_Your task_:
Return all lines below containing the word "color".

◆ ◆ ◆ ◆ ◆ ◆ ◆

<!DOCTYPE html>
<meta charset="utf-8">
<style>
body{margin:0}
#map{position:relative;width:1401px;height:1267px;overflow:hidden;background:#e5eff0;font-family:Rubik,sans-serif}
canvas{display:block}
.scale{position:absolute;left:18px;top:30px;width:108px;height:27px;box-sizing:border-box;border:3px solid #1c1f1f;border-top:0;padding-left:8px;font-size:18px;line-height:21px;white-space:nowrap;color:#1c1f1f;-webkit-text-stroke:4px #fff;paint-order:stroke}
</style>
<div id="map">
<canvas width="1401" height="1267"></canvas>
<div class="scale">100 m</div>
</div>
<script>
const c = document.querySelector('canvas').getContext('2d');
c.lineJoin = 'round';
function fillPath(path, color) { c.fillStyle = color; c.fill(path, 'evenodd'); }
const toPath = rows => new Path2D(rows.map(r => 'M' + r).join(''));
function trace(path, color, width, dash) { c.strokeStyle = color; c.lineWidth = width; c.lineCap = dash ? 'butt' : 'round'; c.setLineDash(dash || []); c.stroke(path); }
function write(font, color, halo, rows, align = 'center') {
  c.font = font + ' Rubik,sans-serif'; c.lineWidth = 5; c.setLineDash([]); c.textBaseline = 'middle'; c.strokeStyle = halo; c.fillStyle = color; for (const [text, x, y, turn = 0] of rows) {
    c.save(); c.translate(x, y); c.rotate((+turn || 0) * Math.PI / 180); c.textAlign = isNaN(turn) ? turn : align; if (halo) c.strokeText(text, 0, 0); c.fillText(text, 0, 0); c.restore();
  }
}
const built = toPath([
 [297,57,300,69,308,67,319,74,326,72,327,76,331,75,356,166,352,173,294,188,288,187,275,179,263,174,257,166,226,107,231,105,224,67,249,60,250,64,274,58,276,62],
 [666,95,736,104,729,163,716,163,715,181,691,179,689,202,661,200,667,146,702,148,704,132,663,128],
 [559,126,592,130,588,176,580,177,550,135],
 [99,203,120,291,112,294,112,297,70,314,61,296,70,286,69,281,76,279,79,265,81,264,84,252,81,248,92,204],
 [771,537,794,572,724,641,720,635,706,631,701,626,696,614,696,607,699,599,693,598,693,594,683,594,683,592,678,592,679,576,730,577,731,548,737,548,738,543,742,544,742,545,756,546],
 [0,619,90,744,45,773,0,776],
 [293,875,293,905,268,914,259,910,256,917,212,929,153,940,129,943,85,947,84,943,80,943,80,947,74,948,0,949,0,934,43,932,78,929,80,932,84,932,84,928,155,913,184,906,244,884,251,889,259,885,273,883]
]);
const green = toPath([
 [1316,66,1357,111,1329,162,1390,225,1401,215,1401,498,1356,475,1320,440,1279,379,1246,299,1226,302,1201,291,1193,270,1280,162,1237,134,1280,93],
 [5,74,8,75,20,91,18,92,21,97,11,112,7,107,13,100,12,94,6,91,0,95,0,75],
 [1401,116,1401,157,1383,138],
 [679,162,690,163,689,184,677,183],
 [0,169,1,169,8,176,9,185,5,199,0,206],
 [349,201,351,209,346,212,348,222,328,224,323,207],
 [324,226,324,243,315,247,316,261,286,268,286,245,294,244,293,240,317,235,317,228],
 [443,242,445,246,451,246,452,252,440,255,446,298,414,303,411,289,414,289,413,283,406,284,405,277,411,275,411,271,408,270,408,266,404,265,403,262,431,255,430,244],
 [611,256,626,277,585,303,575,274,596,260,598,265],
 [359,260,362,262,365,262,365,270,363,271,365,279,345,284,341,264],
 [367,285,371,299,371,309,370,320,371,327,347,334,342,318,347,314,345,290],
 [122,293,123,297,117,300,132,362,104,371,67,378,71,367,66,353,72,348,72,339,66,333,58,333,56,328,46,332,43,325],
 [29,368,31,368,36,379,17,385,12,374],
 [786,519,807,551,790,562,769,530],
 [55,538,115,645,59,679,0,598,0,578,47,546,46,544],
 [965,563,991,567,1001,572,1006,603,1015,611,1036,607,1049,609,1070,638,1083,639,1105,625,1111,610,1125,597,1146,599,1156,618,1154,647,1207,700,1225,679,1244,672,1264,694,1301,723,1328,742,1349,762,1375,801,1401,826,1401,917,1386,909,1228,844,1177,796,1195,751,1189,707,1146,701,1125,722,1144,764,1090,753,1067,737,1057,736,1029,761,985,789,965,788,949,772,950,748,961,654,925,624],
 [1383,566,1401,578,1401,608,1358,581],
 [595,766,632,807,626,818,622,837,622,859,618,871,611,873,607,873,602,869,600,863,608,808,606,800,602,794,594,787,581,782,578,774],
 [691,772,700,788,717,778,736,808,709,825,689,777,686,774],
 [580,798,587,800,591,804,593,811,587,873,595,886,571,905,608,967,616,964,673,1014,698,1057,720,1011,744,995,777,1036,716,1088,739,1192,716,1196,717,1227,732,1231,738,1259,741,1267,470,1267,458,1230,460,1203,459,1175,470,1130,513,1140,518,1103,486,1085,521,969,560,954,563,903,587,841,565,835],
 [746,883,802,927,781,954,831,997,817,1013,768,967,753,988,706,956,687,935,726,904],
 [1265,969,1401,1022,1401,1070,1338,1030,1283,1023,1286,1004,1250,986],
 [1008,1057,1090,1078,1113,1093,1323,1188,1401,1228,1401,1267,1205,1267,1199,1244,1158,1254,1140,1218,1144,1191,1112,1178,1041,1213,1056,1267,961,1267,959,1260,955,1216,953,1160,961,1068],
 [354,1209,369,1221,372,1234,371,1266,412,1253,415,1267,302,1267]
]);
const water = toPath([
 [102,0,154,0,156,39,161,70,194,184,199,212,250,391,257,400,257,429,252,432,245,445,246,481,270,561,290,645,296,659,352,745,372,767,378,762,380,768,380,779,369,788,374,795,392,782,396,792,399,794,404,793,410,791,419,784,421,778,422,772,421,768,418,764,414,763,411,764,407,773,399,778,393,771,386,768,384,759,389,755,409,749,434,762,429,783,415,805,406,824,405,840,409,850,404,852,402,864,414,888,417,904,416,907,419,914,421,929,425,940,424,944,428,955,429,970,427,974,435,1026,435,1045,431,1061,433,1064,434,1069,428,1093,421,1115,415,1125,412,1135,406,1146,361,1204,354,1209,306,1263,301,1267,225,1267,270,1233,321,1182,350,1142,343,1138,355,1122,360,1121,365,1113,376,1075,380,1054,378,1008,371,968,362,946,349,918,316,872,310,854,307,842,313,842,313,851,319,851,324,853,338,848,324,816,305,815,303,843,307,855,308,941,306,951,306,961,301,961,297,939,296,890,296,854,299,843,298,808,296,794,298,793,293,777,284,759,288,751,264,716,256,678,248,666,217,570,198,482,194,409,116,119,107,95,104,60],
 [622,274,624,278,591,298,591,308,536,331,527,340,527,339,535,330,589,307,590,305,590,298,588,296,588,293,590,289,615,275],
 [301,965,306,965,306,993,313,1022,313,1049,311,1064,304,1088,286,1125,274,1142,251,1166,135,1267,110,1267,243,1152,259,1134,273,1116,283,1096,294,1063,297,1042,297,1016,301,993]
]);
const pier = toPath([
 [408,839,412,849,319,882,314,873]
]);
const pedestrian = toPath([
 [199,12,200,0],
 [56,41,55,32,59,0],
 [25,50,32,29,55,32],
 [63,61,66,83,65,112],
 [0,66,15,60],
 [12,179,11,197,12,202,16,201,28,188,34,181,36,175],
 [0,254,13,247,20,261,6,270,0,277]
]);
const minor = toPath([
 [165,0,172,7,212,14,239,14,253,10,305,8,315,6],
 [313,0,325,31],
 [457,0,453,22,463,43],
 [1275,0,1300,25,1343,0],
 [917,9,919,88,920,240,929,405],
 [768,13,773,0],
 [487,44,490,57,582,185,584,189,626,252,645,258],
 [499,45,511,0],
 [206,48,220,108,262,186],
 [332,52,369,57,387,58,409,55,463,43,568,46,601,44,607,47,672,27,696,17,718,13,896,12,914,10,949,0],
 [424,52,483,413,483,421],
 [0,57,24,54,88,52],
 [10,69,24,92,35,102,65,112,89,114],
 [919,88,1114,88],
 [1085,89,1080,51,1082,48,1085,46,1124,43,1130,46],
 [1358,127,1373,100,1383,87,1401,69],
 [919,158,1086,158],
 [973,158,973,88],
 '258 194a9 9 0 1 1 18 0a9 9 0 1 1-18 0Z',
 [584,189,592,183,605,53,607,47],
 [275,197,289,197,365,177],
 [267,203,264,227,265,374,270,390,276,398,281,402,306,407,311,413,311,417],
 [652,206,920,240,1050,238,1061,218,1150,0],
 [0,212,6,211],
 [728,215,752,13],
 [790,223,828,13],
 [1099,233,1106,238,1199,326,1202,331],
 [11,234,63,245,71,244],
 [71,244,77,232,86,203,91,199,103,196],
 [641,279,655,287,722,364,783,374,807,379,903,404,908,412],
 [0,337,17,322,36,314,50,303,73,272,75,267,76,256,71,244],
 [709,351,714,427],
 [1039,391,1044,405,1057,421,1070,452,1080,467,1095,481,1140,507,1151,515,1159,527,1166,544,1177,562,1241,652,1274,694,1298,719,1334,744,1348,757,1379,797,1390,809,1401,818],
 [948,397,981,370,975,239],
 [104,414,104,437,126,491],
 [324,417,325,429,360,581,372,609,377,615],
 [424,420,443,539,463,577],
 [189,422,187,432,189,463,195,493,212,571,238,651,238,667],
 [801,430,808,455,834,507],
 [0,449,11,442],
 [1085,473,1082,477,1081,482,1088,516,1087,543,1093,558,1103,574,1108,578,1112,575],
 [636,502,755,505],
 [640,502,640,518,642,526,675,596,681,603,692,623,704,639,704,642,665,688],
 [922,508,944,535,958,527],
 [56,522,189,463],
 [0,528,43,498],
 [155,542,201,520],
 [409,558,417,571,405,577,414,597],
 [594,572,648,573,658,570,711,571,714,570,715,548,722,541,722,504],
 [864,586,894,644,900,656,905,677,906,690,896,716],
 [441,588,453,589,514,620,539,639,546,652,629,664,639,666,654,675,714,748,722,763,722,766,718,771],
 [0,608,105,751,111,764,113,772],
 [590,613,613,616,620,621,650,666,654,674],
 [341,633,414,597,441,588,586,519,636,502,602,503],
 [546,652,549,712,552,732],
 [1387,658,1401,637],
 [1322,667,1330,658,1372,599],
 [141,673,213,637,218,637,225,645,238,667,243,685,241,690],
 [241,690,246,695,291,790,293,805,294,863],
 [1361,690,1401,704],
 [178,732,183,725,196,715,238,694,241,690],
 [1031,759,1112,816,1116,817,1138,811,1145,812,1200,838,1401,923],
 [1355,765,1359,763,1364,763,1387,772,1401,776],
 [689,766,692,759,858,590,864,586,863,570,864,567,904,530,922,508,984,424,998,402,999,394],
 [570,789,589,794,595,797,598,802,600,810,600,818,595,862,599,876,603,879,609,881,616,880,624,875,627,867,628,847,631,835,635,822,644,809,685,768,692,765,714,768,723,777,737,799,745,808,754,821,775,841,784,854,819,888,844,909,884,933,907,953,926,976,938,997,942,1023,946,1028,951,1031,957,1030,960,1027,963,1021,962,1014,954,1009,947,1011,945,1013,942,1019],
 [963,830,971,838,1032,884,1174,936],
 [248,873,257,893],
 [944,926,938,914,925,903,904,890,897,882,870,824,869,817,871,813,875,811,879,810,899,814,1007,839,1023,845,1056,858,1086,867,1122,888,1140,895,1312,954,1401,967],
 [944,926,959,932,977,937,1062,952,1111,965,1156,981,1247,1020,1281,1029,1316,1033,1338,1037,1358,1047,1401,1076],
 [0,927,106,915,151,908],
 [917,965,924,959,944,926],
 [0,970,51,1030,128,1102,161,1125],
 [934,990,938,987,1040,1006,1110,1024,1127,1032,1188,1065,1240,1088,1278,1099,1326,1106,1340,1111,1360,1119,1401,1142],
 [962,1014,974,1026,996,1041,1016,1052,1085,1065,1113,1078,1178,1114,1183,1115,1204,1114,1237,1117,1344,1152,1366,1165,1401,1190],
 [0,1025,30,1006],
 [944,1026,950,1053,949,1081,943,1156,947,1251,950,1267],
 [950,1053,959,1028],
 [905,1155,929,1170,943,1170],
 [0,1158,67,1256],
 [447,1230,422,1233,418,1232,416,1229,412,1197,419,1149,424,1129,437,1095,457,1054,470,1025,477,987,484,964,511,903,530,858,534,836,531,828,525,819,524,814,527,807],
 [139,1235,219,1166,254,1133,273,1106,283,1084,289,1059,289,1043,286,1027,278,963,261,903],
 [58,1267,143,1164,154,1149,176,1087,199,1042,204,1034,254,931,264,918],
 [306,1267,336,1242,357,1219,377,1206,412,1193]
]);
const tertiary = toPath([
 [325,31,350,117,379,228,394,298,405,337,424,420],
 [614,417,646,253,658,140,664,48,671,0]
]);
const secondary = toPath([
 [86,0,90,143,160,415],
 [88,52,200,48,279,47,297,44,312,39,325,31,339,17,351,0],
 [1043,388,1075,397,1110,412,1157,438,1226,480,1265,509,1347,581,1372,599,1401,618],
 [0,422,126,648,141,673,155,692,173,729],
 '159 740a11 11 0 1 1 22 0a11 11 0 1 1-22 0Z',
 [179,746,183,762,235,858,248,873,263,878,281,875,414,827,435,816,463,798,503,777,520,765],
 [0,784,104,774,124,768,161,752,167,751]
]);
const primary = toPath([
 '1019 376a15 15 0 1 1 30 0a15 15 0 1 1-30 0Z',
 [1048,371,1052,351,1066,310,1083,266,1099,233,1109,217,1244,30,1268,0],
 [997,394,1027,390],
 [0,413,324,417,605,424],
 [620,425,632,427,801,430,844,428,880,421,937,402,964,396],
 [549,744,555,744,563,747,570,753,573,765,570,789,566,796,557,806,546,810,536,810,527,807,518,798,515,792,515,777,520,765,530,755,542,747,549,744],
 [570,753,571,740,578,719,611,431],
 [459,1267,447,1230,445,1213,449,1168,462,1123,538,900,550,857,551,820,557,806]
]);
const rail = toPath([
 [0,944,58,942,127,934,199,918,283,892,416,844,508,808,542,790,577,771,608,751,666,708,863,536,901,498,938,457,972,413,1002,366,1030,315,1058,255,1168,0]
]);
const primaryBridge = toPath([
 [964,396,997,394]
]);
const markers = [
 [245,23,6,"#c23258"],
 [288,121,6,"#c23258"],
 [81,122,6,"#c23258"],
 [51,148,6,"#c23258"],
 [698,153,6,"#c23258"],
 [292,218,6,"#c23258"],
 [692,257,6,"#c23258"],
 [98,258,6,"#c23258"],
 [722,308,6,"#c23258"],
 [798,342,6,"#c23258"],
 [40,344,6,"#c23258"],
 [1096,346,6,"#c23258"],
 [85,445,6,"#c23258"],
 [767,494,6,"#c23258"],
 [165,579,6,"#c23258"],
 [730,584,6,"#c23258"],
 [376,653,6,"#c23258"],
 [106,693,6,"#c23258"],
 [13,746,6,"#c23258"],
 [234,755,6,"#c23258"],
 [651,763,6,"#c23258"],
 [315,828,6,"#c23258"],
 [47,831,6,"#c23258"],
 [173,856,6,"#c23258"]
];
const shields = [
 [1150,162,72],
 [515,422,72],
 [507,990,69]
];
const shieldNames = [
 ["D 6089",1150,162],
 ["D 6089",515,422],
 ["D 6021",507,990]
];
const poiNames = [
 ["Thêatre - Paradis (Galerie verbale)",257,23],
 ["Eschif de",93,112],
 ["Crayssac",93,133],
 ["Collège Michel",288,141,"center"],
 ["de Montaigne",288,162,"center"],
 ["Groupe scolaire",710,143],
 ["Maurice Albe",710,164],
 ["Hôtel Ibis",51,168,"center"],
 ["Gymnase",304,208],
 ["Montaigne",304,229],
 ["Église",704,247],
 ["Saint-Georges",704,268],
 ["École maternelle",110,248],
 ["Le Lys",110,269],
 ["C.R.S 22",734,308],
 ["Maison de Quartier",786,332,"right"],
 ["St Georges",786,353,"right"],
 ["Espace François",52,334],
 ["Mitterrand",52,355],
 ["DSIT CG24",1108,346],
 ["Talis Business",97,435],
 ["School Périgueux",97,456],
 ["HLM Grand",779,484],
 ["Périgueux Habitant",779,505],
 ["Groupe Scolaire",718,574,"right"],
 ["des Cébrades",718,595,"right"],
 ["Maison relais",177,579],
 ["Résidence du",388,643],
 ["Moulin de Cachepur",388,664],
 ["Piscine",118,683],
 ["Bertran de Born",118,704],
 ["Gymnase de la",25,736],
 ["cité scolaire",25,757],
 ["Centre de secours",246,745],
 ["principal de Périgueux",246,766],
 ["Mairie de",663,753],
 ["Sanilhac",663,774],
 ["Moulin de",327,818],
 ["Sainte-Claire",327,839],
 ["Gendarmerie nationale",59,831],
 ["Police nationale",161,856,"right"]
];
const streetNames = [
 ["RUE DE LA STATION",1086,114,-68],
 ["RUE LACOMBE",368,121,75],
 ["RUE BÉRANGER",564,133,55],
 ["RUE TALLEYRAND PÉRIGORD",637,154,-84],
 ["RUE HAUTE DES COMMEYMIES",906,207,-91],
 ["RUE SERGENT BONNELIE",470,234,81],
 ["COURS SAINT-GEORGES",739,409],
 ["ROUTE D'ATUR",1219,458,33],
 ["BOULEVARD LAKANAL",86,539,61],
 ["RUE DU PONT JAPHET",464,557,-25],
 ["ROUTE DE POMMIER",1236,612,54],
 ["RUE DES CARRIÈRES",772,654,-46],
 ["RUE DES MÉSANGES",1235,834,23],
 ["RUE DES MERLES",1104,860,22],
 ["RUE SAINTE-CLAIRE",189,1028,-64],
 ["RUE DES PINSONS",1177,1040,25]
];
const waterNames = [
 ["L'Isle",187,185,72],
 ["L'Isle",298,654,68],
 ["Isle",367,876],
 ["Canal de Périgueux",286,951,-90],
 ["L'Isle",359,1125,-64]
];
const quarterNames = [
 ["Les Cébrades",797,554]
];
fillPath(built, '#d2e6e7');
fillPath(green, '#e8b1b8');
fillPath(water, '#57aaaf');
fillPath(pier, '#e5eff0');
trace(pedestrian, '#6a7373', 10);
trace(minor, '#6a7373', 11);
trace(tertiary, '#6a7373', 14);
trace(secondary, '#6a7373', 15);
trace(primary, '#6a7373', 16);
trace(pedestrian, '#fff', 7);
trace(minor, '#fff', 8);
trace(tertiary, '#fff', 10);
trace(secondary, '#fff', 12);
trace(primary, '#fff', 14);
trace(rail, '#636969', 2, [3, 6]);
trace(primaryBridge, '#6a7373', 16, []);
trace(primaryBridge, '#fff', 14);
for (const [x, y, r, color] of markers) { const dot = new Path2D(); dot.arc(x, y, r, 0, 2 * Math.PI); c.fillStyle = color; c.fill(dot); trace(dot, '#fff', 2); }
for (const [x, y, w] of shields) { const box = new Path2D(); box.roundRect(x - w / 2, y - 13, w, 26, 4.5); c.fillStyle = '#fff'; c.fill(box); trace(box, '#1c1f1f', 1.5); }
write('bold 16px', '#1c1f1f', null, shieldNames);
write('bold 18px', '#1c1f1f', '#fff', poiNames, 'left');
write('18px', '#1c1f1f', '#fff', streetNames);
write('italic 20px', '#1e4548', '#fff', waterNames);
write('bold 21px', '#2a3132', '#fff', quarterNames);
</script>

◆ ◆ ◆ ◆ ◆ ◆ ◆

_Solved exercise_:
.scale{position:absolute;left:18px;top:30px;width:108px;height:27px;box-sizing:border-box;border:3px solid #1c1f1f;border-top:0;padding-left:8px;font-size:18px;line-height:21px;white-space:nowrap;color:#1c1f1f;-webkit-text-stroke:4px #fff;paint-order:stroke}
function fillPath(path, color) { c.fillStyle = color; c.fill(path, 'evenodd'); }
function trace(path, color, width, dash) { c.strokeStyle = color; c.lineWidth = width; c.lineCap = dash ? 'butt' : 'round'; c.setLineDash(dash || []); c.stroke(path); }
function write(font, color, halo, rows, align = 'center') {
  c.font = font + ' Rubik,sans-serif'; c.lineWidth = 5; c.setLineDash([]); c.textBaseline = 'middle'; c.strokeStyle = halo; c.fillStyle = color; for (const [text, x, y, turn = 0] of rows) {
for (const [x, y, r, color] of markers) { const dot = new Path2D(); dot.arc(x, y, r, 0, 2 * Math.PI); c.fillStyle = color; c.fill(dot); trace(dot, '#fff', 2); }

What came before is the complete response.